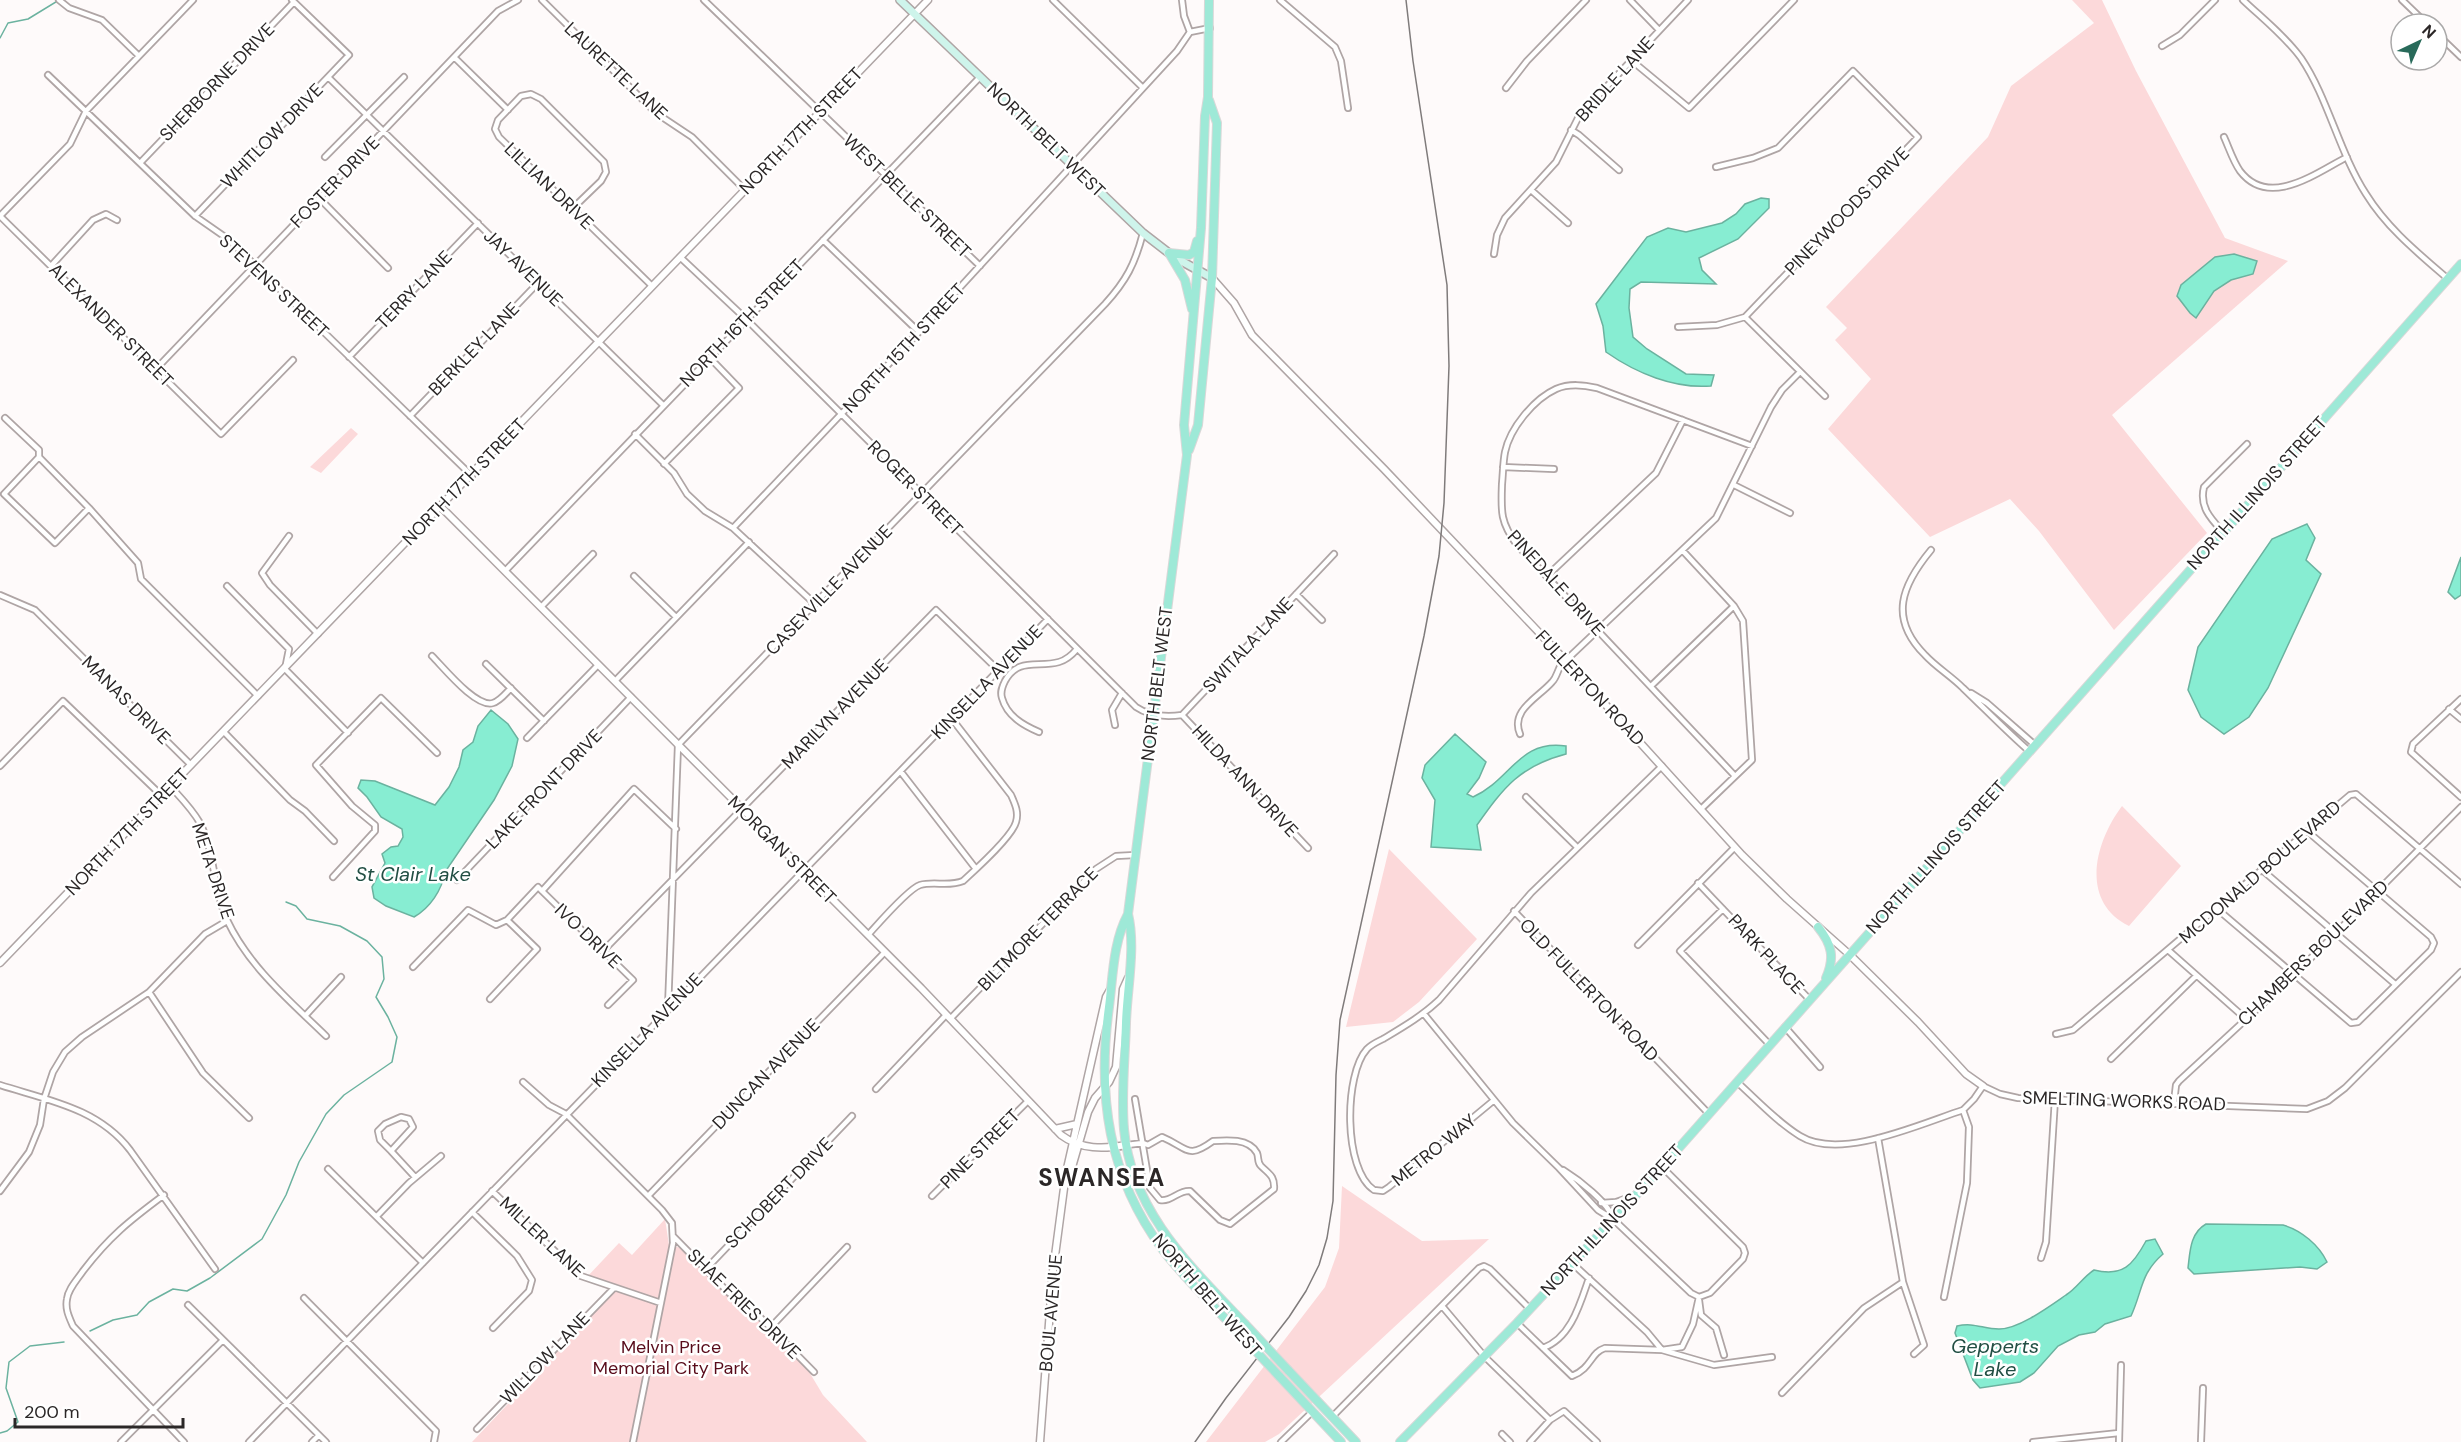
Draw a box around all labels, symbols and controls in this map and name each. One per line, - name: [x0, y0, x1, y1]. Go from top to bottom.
- north arrow: [2389, 12, 2449, 72]
- street label: LAURETTE LANE: [559, 17, 673, 125]
- street label: SHERBORNE DRIVE: [154, 18, 280, 146]
- text: N: [2418, 20, 2441, 43]
- street label: BRIDLE LANE: [1570, 31, 1660, 127]
- street label: NORTH 17TH STREET: [734, 62, 868, 200]
- street label: NORTH BELT WEST: [982, 77, 1110, 203]
- street label: WHITLOW DRIVE: [216, 78, 328, 194]
- street label: WEST BELLE STREET: [838, 129, 976, 263]
- street label: FOSTER DRIVE: [285, 131, 385, 233]
- street label: LILLIAN DRIVE: [499, 137, 599, 235]
- street label: PINEYWOODS DRIVE: [1779, 142, 1915, 280]
- street label: JAY AVENUE: [478, 224, 568, 312]
- street label: STEVENS STREET: [214, 229, 334, 343]
- street label: TERRY LANE: [370, 246, 458, 334]
- street label: NORTH 16TH STREET: [675, 254, 809, 392]
- street label: ALEXANDER STREET: [44, 258, 178, 392]
- street label: NORTH 15TH STREET: [838, 278, 970, 418]
- street label: BERKLEY LANE: [423, 297, 525, 401]
- street label: NORTH ILLINOIS STREET: [2182, 411, 2332, 575]
- street label: NORTH 17TH STREET: [397, 413, 531, 551]
- street label: ROGER STREET: [862, 435, 968, 541]
- street label: CASEYVILLE AVENUE: [760, 520, 898, 660]
- street label: PINEDALE DRIVE: [1502, 525, 1610, 641]
- street label: SWITALA LANE: [1197, 592, 1299, 698]
- street label: NORTH BELT WEST: [1136, 605, 1178, 763]
- street label: KINSELLA AVENUE: [926, 620, 1048, 744]
- street label: FULLERTON ROAD: [1530, 625, 1650, 751]
- street label: MANAS DRIVE: [76, 650, 176, 750]
- street label: MARILYN AVENUE: [776, 654, 894, 774]
- street label: HILDA ANN DRIVE: [1187, 720, 1303, 842]
- street label: LAKE FRONT DRIVE: [480, 724, 608, 854]
- street label: NORTH 17TH STREET: [60, 763, 194, 901]
- street label: NORTH ILLINOIS STREET: [1861, 775, 2011, 939]
- street label: MORGAN STREET: [723, 791, 841, 909]
- street label: MCDONALD BOULEVARD: [2174, 795, 2346, 949]
- street label: META DRIVE: [186, 820, 240, 922]
- water label: St Clair Lake: [355, 861, 471, 887]
- street label: BILTMORE TERRACE: [973, 862, 1103, 996]
- street label: CHAMBERS BOULEVARD: [2232, 875, 2394, 1031]
- street label: IVO DRIVE: [549, 898, 627, 974]
- street label: PARK PLACE: [1723, 909, 1809, 999]
- street label: OLD FULLERTON ROAD: [1514, 913, 1664, 1067]
- street label: KINSELLA AVENUE: [586, 968, 708, 1092]
- street label: DUNCAN AVENUE: [707, 1013, 825, 1135]
- street label: SMELTING WORKS ROAD: [2022, 1085, 2226, 1117]
- street label: PINE STREET: [935, 1104, 1025, 1194]
- street label: METRO WAY: [1387, 1108, 1482, 1191]
- street label: SCHOBERT DRIVE: [720, 1132, 838, 1254]
- street label: NORTH ILLINOIS STREET: [1535, 1139, 1689, 1301]
- district label: SWANSEA: [1038, 1162, 1166, 1193]
- street label: MILLER LANE: [494, 1191, 590, 1283]
- street label: NORTH BELT WEST: [1147, 1228, 1267, 1362]
- street label: SHAE FRIES DRIVE: [682, 1244, 806, 1364]
- street label: BOUL AVENUE: [1034, 1253, 1068, 1373]
- street label: WILLOW LANE: [495, 1307, 595, 1409]
- water label: Gepperts Lake: [1951, 1333, 2039, 1382]
- park label: Melvin Price Memorial City Park: [593, 1335, 749, 1380]
- scale bar: [15, 1391, 183, 1429]
- text: 200 m: [24, 1400, 80, 1424]

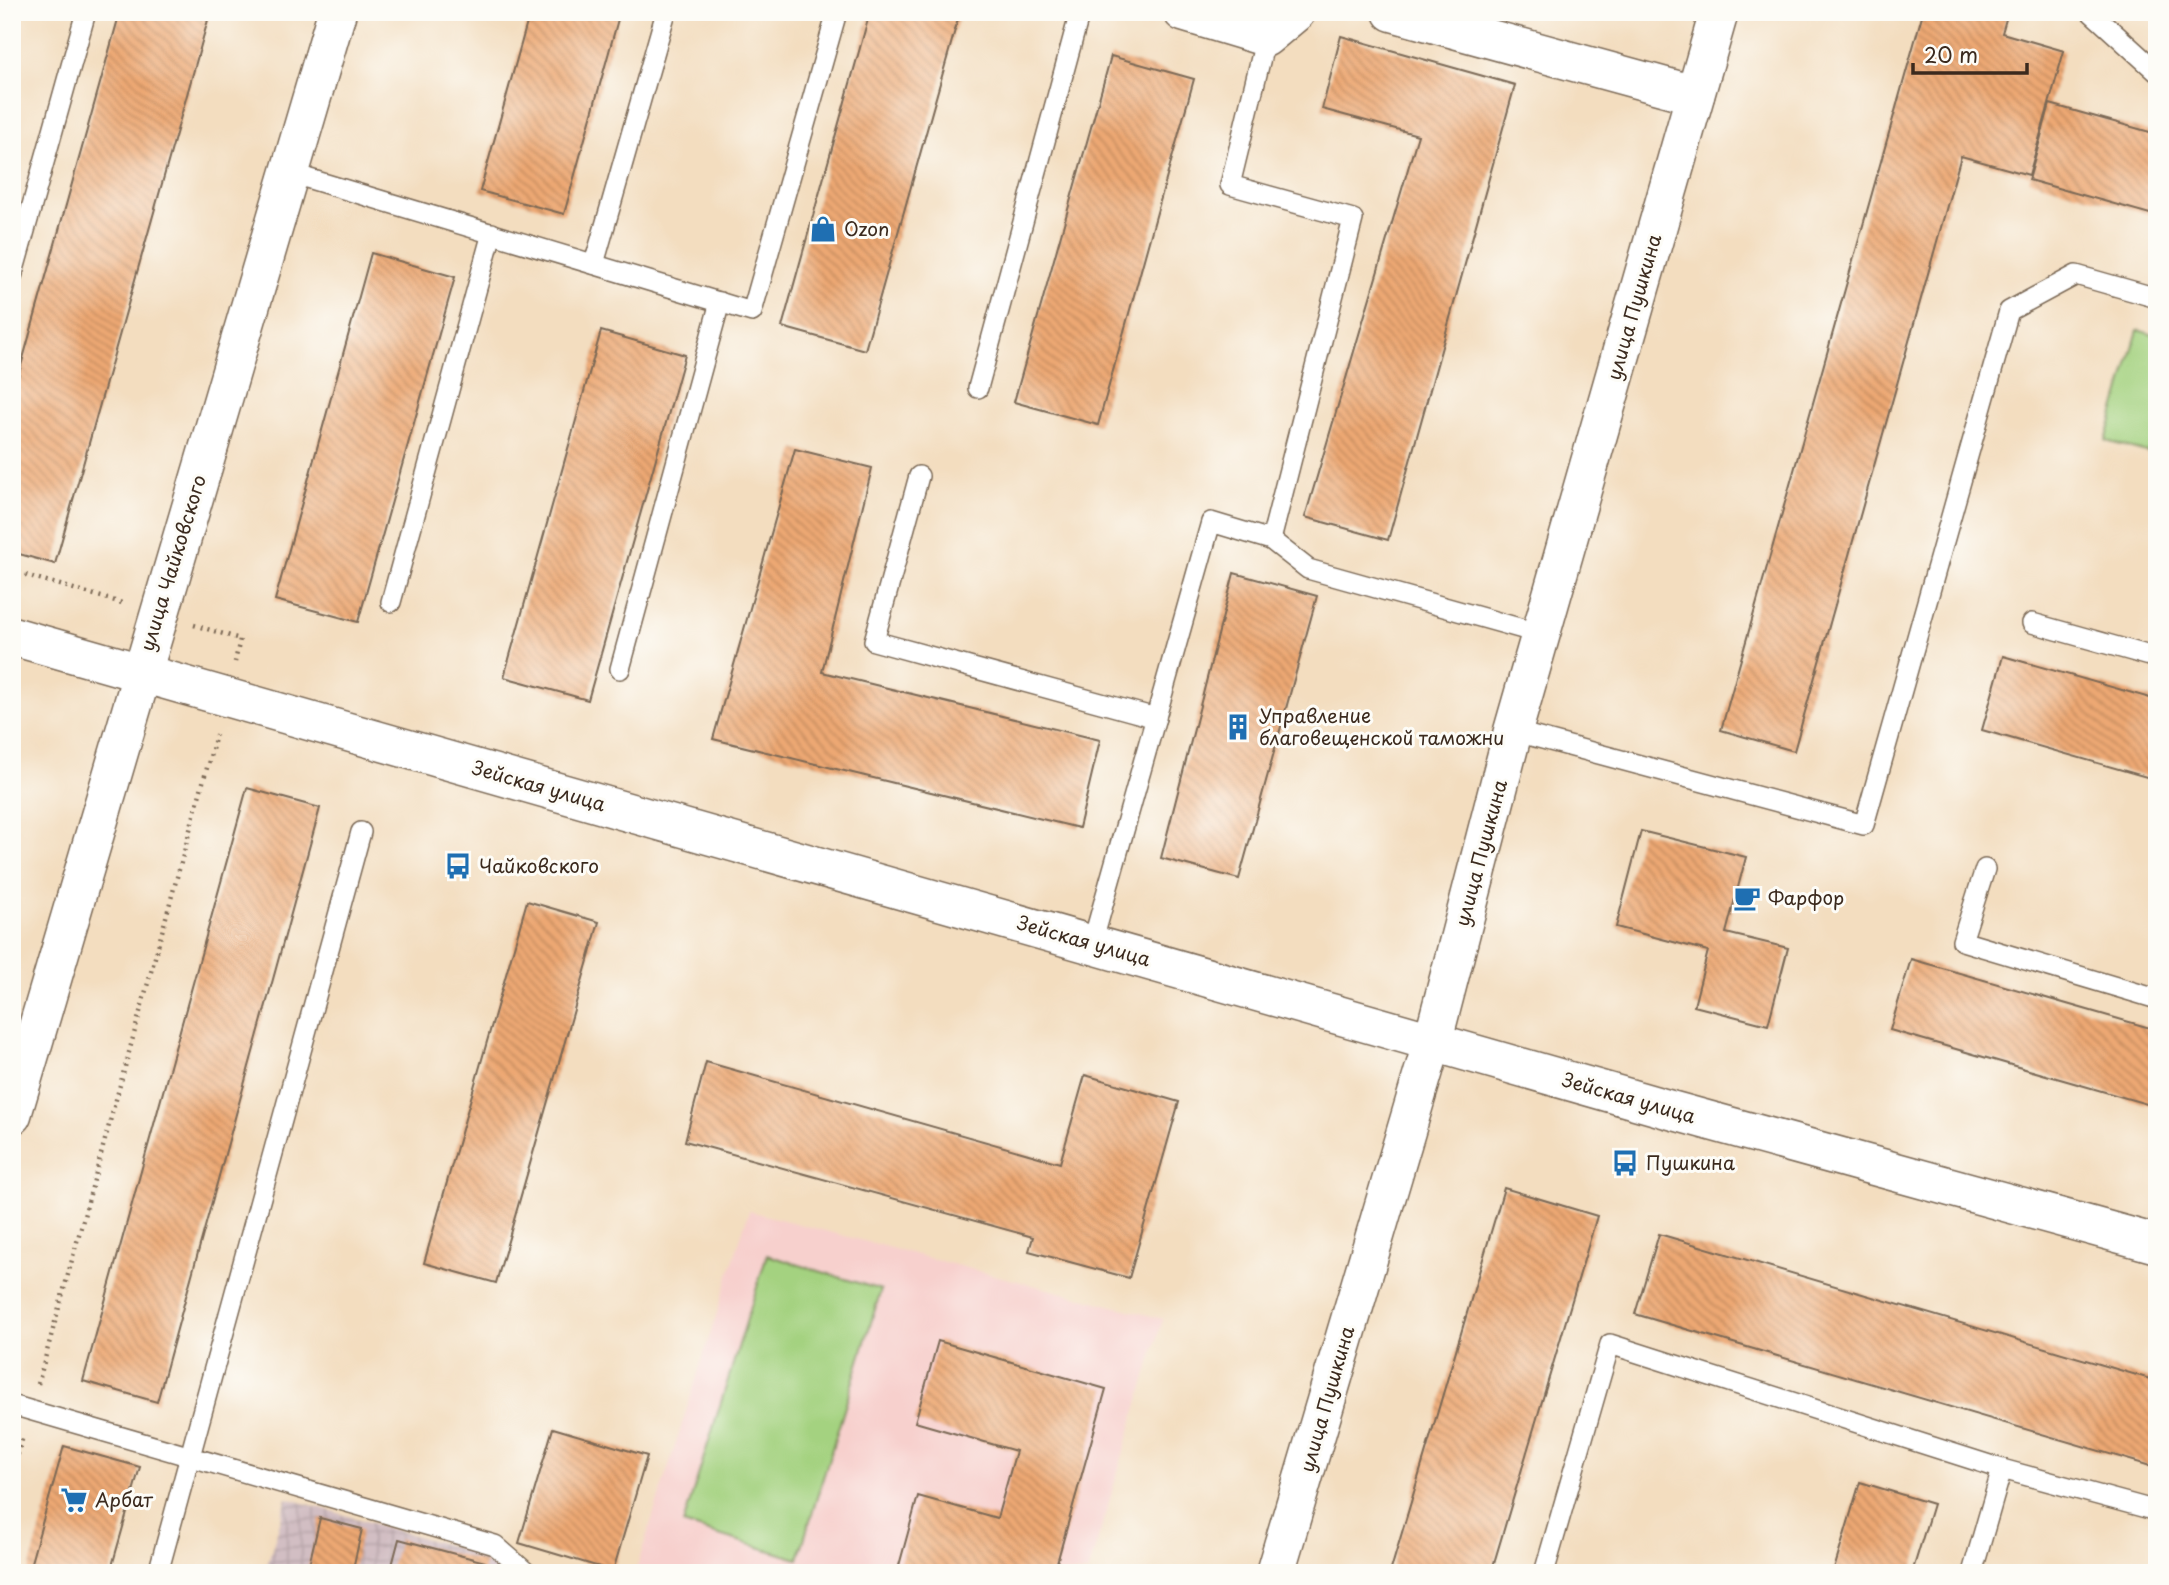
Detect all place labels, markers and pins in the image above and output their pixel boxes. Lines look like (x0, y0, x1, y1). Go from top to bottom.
shop icon: Ozon (808, 214, 838, 244)
place label: Ozon (844, 214, 889, 242)
place label: Управление благовещенской таможни (1259, 701, 1504, 751)
building icon: Управление благовещенской таможни (1223, 712, 1253, 742)
bus stop icon: Чайковского (443, 851, 473, 881)
place label: Чайковского (479, 851, 599, 879)
cafe icon: Фарфор (1732, 883, 1762, 913)
place label: Фарфор (1768, 883, 1844, 911)
bus stop icon: Пушкина (1610, 1148, 1640, 1178)
place label: Пушкина (1646, 1148, 1735, 1176)
supermarket icon: Арбат (59, 1485, 89, 1515)
place label: Арбат (95, 1485, 153, 1513)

□ □ □ □ □ □ □

→ Exercise requirements
Search the data above for the string "благовещенской" and return every line that has it.

→ Reply to the exercise
place label: Управление благовещенской таможни (1259, 701, 1504, 751)
building icon: Управление благовещенской таможни (1223, 712, 1253, 742)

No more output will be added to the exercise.